Hiyoko SRE's story about participating in HashiCorp Meetup
My name is Teraoka and I am an infrastructure engineer.
He is a member of the SRE team within the company and is responsible for the design, construction, and operation of infrastructure.
By the way, SRE generally stands for "Site Reliability Engineering," but
we call it "Service Reliability Engineering" because "we look at the entire service, not just the site."
This time I'm going to talk about my participation in HashiCorp's Meetup.
It was a short trip as the venue was Shibuya Hikarie in Tokyo
about the HashiCorp tools that are currently a hot topic that supports DevOps It takes about 3 hours from Osaka by Shinkansen, so it's quite far. . .

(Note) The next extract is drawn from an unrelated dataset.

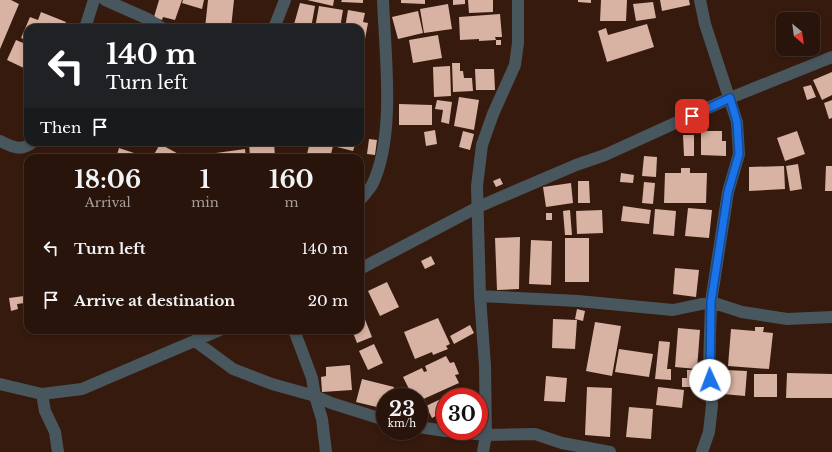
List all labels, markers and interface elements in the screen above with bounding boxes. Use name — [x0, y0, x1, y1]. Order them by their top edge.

We are looking forward to the next event in Osaka!
■ Bullet points of impressions
- Raw ham and beer are the best
- Mr. Mitchell Hashimoto likes puns (he gave him chopsticks by saying HashiCorp)
- Approximately 80% of people use Terraform
- Packer is about 40%
- Few people seem to still use Cousul/vault/nomad.
- I'm interested in Consul Connect (communication between services can be encrypted)
- I want to use sentinel (Configuration as Code), so I want it to be released as OSS!
DeNA provided us with prosciutto and beer, which were delicious.
We also received raw ham logs! pic.twitter.com/gkvdEB20zK
— HashiCorp Japan (@hashicorpjp) September 12, 2018
Mitchell Hashimoto's story about puns was interesting.
I came here because they were handing out chopsticks at the venue to fulfill their word.
In terms of technology, the popularity of Terraform is tremendous.
Has anyone used it? Most people raised their hands in response to this question.
Is Packer finally about half? That said
, I personally think it's a best practice tool for managing machine images, so
you should be able to use it.
At our company, we only use Terraform/Packer in some projects, so we need to
first create a system by modularizing and standardizing the code, and
then start verifying the implementation of Consul for tools that have not been introduced. . . I thought.
So I will write about the contents of the speakers.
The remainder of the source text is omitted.